◆ Your task
Your answer must be an exact transcription of every record.

Start of Data provided

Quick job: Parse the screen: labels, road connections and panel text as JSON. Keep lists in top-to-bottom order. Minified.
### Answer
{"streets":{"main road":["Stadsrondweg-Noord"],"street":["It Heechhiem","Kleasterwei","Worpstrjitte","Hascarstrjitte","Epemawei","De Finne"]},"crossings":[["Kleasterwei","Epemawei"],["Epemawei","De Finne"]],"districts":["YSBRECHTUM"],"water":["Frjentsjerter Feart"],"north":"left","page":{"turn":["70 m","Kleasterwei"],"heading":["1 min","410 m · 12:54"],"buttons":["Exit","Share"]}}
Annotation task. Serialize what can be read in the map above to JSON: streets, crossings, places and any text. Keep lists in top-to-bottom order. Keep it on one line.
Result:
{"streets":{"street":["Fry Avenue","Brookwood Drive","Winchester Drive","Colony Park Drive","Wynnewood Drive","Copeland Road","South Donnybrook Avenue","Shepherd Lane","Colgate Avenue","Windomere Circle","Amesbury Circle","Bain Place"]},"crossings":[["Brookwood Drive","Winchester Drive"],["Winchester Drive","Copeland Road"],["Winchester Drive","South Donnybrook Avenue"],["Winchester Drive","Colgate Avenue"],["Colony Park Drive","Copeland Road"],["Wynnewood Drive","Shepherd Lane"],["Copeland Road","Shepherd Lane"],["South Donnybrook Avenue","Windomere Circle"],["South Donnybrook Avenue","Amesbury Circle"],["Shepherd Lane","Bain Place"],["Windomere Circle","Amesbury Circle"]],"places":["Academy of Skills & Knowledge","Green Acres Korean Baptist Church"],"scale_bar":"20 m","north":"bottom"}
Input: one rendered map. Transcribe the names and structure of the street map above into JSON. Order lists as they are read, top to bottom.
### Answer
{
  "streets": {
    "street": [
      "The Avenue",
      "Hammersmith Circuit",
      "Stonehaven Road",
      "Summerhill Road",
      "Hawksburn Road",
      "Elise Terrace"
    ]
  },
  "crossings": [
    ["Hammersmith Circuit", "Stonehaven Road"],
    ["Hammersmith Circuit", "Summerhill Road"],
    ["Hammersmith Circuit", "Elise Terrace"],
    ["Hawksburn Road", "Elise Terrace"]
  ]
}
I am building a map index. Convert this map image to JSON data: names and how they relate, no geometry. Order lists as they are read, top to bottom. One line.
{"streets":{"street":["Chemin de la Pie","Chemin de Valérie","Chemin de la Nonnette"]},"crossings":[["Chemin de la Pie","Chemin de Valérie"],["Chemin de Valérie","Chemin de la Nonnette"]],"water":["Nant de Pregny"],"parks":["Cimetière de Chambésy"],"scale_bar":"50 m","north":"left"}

End of Data provided

◆ Expected answer
Quick job: Parse the screen: labels, road connections and panel text as JSON. Keep lists in top-to-bottom order. Minified.
### Answer
{"streets":{"main road":["Stadsrondweg-Noord"],"street":["It Heechhiem","Kleasterwei","Worpstrjitte","Hascarstrjitte","Epemawei","De Finne"]},"crossings":[["Kleasterwei","Epemawei"],["Epemawei","De Finne"]],"districts":["YSBRECHTUM"],"water":["Frjentsjerter Feart"],"north":"left","page":{"turn":["70 m","Kleasterwei"],"heading":["1 min","410 m · 12:54"],"buttons":["Exit","Share"]}}
Annotation task. Serialize what can be read in the map above to JSON: streets, crossings, places and any text. Keep lists in top-to-bottom order. Keep it on one line.
Result:
{"streets":{"street":["Fry Avenue","Brookwood Drive","Winchester Drive","Colony Park Drive","Wynnewood Drive","Copeland Road","South Donnybrook Avenue","Shepherd Lane","Colgate Avenue","Windomere Circle","Amesbury Circle","Bain Place"]},"crossings":[["Brookwood Drive","Winchester Drive"],["Winchester Drive","Copeland Road"],["Winchester Drive","South Donnybrook Avenue"],["Winchester Drive","Colgate Avenue"],["Colony Park Drive","Copeland Road"],["Wynnewood Drive","Shepherd Lane"],["Copeland Road","Shepherd Lane"],["South Donnybrook Avenue","Windomere Circle"],["South Donnybrook Avenue","Amesbury Circle"],["Shepherd Lane","Bain Place"],["Windomere Circle","Amesbury Circle"]],"places":["Academy of Skills & Knowledge","Green Acres Korean Baptist Church"],"scale_bar":"20 m","north":"bottom"}
Input: one rendered map. Transcribe the names and structure of the street map above into JSON. Order lists as they are read, top to bottom.
### Answer
{
  "streets": {
    "street": [
      "The Avenue",
      "Hammersmith Circuit",
      "Stonehaven Road",
      "Summerhill Road",
      "Hawksburn Road",
      "Elise Terrace"
    ]
  },
  "crossings": [
    ["Hammersmith Circuit", "Stonehaven Road"],
    ["Hammersmith Circuit", "Summerhill Road"],
    ["Hammersmith Circuit", "Elise Terrace"],
    ["Hawksburn Road", "Elise Terrace"]
  ]
}
I am building a map index. Convert this map image to JSON data: names and how they relate, no geometry. Order lists as they are read, top to bottom. One line.
{"streets":{"street":["Chemin de la Pie","Chemin de Valérie","Chemin de la Nonnette"]},"crossings":[["Chemin de la Pie","Chemin de Valérie"],["Chemin de Valérie","Chemin de la Nonnette"]],"water":["Nant de Pregny"],"parks":["Cimetière de Chambésy"],"scale_bar":"50 m","north":"left"}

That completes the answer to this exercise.